PERSPEKTYWA KOCHANOWSKIEGO
- To co, idziemy? - spytałem Artura
- Tak, możemy. - odpowiedział uśmiechnięty - Jesteś na to gotowy? Żeby pożegnać się ze wszystkimi ludźmi i halą? - czemu zadajesz takie pytania, na które znasz odpowiedź?
- A jak myślisz? - spytałem poddenerwowany - A Ty byłbyś gotowy, tak z dnia na dzień pożegnać się z miejscem, które znaczy dla Ciebie tak wiele?
- Nie wiem, nie myślałem nad tym. - odpowiedział - Ale zapewne byłoby mi bardzo ciężko.
- W takim razie po co zadajesz pytania? - zapytałem
- Chciałem być miły.. - powiedział bardzo zmieszany
- Racja, nie powinienem tak na Ciebie naskakiwać. - odparłem - Ale zrozum mnie, to naprawdę ciężki dzień dla mnie i nie chcę sobie dokładać jeszcze kłótni z Tobą.
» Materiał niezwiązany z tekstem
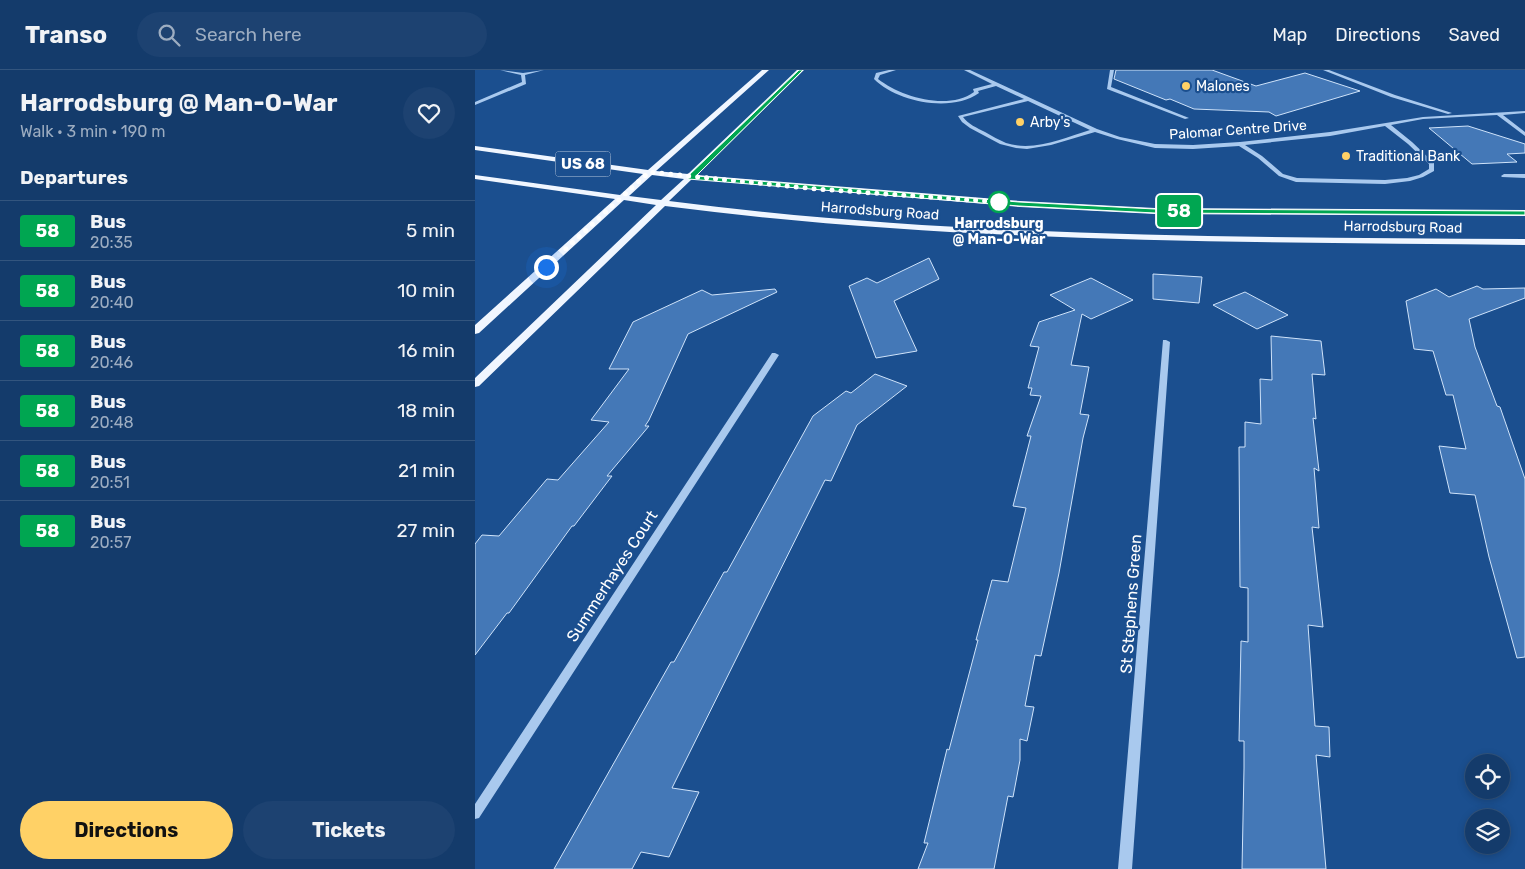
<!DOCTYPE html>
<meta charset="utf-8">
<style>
body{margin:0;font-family:Rubik,sans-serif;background:#1d4271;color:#f1f3f6;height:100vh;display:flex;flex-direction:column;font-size:19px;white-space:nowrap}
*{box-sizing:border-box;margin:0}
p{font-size:16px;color:#9dadc1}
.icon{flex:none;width:28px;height:28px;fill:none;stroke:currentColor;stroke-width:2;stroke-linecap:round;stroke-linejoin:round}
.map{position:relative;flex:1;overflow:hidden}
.sheet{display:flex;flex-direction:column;background:#143b6b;width:475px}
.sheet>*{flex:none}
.badge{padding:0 10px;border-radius:4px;font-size:18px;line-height:32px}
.tools{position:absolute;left:990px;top:684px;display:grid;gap:10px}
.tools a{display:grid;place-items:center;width:45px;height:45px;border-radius:50%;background:#143b6b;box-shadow:0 2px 8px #0003,0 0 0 1px #33557e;font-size:25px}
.you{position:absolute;width:25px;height:25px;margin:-12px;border:4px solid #fff;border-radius:50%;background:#1a73e8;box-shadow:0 0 0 8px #1a73e833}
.map>.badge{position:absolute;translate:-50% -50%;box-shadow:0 0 0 2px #fff}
h2{padding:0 20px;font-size:19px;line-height:45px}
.round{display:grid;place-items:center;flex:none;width:52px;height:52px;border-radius:26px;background:#1d4271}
.headline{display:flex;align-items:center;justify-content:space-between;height:85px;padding:0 20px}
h1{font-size:24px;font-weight:700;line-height:38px}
.primary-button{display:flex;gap:10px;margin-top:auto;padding:10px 20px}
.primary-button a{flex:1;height:58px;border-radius:30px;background:#ffd166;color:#111;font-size:20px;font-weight:700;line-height:58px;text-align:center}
.primary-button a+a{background:#1d4271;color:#f1f3f6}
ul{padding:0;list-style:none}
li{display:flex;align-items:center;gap:15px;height:60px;padding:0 20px;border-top:1px solid #33557e}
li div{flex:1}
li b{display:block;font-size:19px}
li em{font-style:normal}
li .badge{min-width:55px;font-weight:700;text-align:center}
header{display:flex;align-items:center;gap:30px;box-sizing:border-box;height:70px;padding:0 25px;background:#143b6b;border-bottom:1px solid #33557e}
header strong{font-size:24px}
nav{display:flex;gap:28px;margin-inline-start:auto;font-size:18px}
.search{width:350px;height:45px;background:#1d4271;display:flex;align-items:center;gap:12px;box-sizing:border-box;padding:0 18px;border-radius:28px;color:#9dadc1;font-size:19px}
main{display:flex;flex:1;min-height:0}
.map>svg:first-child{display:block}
.building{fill:#4478b7;stroke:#cfe3fa}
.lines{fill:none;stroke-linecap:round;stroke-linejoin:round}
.minor{fill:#a9c9ee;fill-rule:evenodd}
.major{fill:#f0f6ff;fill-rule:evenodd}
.line{fill:#00a651;stroke:#fff}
.walk{stroke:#fff;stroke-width:5;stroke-dasharray:0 9}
.poi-dot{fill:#ffd166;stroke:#1b4f8f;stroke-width:2}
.stop-dot{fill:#fff;stroke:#00a651;stroke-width:2.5}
.labels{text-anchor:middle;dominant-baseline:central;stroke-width:4.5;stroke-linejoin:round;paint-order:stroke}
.far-poi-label{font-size:14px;fill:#fff;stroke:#1b4f8f;text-anchor:start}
.far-street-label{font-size:14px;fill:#fff;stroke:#1b4f8f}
.far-stop-label{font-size:14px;font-weight:bold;fill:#fff;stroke:#1b4f8f}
.shield{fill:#1b4f8f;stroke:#bbcadd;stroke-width:1}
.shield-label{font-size:15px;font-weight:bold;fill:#fff}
.street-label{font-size:16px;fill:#fff;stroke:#1b4f8f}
</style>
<header>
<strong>Transo</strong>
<div class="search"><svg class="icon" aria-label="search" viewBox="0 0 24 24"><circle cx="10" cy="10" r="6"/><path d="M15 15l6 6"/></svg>Search here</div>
<nav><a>Map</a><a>Directions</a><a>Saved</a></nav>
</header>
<main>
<section class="sheet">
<div class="headline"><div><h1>Harrodsburg @ Man-O-War</h1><p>Walk · 3 min · 190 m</p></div><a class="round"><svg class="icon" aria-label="heart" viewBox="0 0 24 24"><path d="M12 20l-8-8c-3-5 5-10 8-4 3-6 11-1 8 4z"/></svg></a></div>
<h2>Departures</h2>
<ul>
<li><span class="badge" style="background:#00a651;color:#fff">58</span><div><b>Bus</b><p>20:35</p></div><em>5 min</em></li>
<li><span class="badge" style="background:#00a651;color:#fff">58</span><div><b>Bus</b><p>20:40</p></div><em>10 min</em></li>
<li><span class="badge" style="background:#00a651;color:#fff">58</span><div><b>Bus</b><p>20:46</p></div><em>16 min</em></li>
<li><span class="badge" style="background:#00a651;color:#fff">58</span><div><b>Bus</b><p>20:48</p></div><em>18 min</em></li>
<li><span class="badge" style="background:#00a651;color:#fff">58</span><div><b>Bus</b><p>20:51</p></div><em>21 min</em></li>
<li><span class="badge" style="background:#00a651;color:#fff">58</span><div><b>Bus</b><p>20:57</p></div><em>27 min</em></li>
</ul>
<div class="primary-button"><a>Directions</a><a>Tickets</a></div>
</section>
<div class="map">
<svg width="1050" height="799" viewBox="0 0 1050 799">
<rect width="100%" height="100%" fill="#1b4f8f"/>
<path class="building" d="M 641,0 L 737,0 L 781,16 L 830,3 L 885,21 L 801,46 L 794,42 L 719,39 L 695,29 L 691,30 L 639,9 Z
M 993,56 L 1050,74 L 1050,83 L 1032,84 L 1042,92 L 997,94 L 954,58 Z
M 454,188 L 464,209 L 419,231 L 442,281 L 401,288 L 374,216 L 392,208 L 402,213 Z
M 678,204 L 727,207 L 724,233 L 678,229 Z
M 616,208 L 658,230 L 616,249 L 607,244 L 596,295 L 614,297 L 605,344 L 614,345 L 608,368 L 584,503 L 566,586 L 560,585 L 550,636 L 559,637 L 552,671 L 545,669 L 545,690 L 538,727 L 533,726 L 519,799 L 443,799 L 453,773 L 449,773 L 472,679 L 474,680 L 503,570 L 501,570 L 517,510 L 533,512 L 551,438 L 538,436 L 556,366 L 552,366 L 566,326 L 555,325 L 557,318 L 553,318 L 564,277 L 555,276 L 564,252 L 600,240 L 575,225 Z
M 1002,216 L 1008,219 L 1050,218 L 1050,228 L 994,249 L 1000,277 L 1022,336 L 1025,337 L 1050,409 L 1050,587 L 1042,588 L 1014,487 L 1000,425 L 975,423 L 964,376 L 991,379 L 978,325 L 971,325 L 958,281 L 939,279 L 931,231 L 961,219 L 974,227 Z
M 300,219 L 302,222 L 213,264 L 174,350 L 170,356 L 174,356 L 132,406 L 137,406 L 99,456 L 97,456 L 34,543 L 32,543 L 0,585 L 0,474 L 7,465 L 24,466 L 72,409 L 83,410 L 134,352 L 116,350 L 154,299 L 134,299 L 158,252 L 227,220 L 237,225 Z
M 770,222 L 813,245 L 782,259 L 738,235 Z
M 796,266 L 846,271 L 850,305 L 837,304 L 841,349 L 838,348 L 844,401 L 839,398 L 844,458 L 837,457 L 848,557 L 833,555 L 840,656 L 854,657 L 855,687 L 841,685 L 851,799 L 767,799 L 769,698 L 769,671 L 764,671 L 766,571 L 773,572 L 773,518 L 765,517 L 764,377 L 770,377 L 770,352 L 786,354 L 785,309 L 797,310 Z
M 400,304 L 432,316 L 382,355 L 356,411 L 350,410 L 197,718 L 224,722 L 194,787 L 166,782 L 157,799 L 79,799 L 196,592 L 199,592 L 249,502 L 252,502 L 338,346 L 371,321 L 376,323 Z"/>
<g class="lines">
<path class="minor" d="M 25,0 L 48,3 L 69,0 L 50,5 L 51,14 L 0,35 L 0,32 L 47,12 L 46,5 Z
M 414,0 L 421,0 L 405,5 L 403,9 C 426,27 473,41 499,22 L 498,19 L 517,14 L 489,0 L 495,0 L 622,59 L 645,67 L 680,74 L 718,75 L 765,72 L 855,62 L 948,47 L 1050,41 L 1050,43 L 1028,45 L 1050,62 L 1050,66 L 1022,45 L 948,49 L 916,55 L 937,72 L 959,93 L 959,101 L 948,107 L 935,111 L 910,114 L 821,112 L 804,106 L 783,88 L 764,76 L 718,79 L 680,78 L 642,69 L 620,62 L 576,75 L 552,79 L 541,78 L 525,74 L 495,58 L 487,52 L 483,46 L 549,29 L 521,16 L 503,21 L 504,23 C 476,43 422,32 399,9 L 401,3 ZM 553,31 L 615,60 C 589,68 559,82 531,73 C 524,70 517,66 510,62 C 502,58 493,54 488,47 ZM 910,56 L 933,74 L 954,94 L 954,99 L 944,105 L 932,108 L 910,110 L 822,108 L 808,104 L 787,86 L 770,75 L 855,66 Z
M 635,0 L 639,0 L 636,17 L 714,48 L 710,49 L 632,19 Z
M 848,0 L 854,0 L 920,25 L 977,43 L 973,44 L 916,27 Z
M 1029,104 L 1050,104 L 1050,108 L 1027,107 L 1026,106 Z
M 688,270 L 691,270 L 695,272 L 657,799 L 643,799 Z
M 297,283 L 300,283 L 304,285 L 4,748 L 0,749 L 0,734 Z"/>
<path class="major" d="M 287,0 L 294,0 L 181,101 L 213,104 L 322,0 L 329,0 L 222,105 L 545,131 L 680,138 L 1050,140 L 1050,146 L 680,144 L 545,137 L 217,109 L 194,131 C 478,168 765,167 1050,169 L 1050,175 C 763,172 475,173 190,136 L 4,316 L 0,317 L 0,308 L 181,135 L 149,130 L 4,263 L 0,264 L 0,255 L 140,129 L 0,109 L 0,105 L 145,125 L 168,104 L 0,80 L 0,76 L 173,100 ZM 177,105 L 209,109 L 186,130 L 154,126 Z"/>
</g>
<path class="line" d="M 324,0 L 328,0 L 221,106 L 544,132 L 680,139 L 1050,141 L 1050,145 L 680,143 L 544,136 L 213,109 L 213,106 Z"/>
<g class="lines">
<path class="walk" d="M 71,197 L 174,102 L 342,119 L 524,132"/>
</g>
<g class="poi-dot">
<circle cx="711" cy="16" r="5"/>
<circle cx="545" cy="52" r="5"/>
<circle cx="871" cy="86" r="5"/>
</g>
<circle class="stop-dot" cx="524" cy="132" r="10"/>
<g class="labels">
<g class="far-poi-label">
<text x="721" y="16">Malones</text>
<text x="555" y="52">Arby's</text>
<text x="881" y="86">Traditional Bank</text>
</g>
<g class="far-street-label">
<text transform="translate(763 60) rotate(-4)">Palomar Centre Drive</text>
<text transform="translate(405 141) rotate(4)">Harrodsburg Road</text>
<text transform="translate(928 157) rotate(1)">Harrodsburg Road</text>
</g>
<g class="far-stop-label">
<text x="524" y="153">Harrodsburg<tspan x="524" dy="16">@ Man-O-War</tspan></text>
</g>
<rect class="shield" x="80.5" y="81.5" width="55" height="25" rx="4"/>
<g class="shield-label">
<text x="108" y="94">US 68</text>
</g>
<g class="street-label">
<text transform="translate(137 506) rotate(-57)">Summerhayes Court</text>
<text transform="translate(656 534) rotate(-86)">St Stephens Green</text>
</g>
</g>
</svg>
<div class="tools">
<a><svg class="icon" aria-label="locate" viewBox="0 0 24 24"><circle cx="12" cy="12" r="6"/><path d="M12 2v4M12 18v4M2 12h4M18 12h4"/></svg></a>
<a><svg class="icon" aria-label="layers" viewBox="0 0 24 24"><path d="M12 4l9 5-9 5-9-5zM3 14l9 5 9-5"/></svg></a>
</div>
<div class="you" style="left:71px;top:197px"></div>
<b class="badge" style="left:704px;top:141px;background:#00a651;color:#fff">58</b>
</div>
</main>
- Rozumiem. - odpowiedział, choć nie bardzo w to uwierzyłem - Kocham Cie. - powiedział po chwili, a następnie połączył nasze usta w długim pocałunku
***
- Oo zjawił nam się król życia! - krzyknął Kłos
- Ten frajer? Powiedz mu, że nikt go tu nie chce. - krzyknął Wlazły
- Serio?! I to wszystko przez te głupie narkotyki?! - zapytałem zirytowany
- Jakie tylko? Człowieku, czy ty nie zdajesz sobie sprawy z tego co właśnie zrobiłeś? - spytał Milan
- No oświeć mnie! - krzyknąłem
- Żaden klub już cię nie przyjmie! Jesteś skończonym kretynem, że zrobiłeś w ogóle te badania pod wpływem!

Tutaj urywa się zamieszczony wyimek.